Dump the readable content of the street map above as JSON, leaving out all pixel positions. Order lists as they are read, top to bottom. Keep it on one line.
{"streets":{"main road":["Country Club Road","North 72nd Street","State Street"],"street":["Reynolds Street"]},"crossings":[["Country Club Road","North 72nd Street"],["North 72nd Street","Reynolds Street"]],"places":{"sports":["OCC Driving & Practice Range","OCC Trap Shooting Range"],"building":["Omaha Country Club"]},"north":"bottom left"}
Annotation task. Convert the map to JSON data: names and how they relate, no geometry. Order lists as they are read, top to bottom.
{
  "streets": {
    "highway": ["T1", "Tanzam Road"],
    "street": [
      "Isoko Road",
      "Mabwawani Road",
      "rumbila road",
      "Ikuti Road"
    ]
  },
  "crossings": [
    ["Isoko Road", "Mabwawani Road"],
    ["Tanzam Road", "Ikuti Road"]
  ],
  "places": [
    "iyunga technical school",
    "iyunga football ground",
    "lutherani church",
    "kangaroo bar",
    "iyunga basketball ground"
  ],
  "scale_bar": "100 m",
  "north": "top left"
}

→ **Brief**
With every word kept as it is, set down the entries again.

→ **Written answer**
Dump the readable content of the street map above as JSON, leaving out all pixel positions. Order lists as they are read, top to bottom. Keep it on one line.
{"streets":{"main road":["Country Club Road","North 72nd Street","State Street"],"street":["Reynolds Street"]},"crossings":[["Country Club Road","North 72nd Street"],["North 72nd Street","Reynolds Street"]],"places":{"sports":["OCC Driving & Practice Range","OCC Trap Shooting Range"],"building":["Omaha Country Club"]},"north":"bottom left"}
Annotation task. Convert the map to JSON data: names and how they relate, no geometry. Order lists as they are read, top to bottom.
{
  "streets": {
    "highway": ["T1", "Tanzam Road"],
    "street": [
      "Isoko Road",
      "Mabwawani Road",
      "rumbila road",
      "Ikuti Road"
    ]
  },
  "crossings": [
    ["Isoko Road", "Mabwawani Road"],
    ["Tanzam Road", "Ikuti Road"]
  ],
  "places": [
    "iyunga technical school",
    "iyunga football ground",
    "lutherani church",
    "kangaroo bar",
    "iyunga basketball ground"
  ],
  "scale_bar": "100 m",
  "north": "top left"
}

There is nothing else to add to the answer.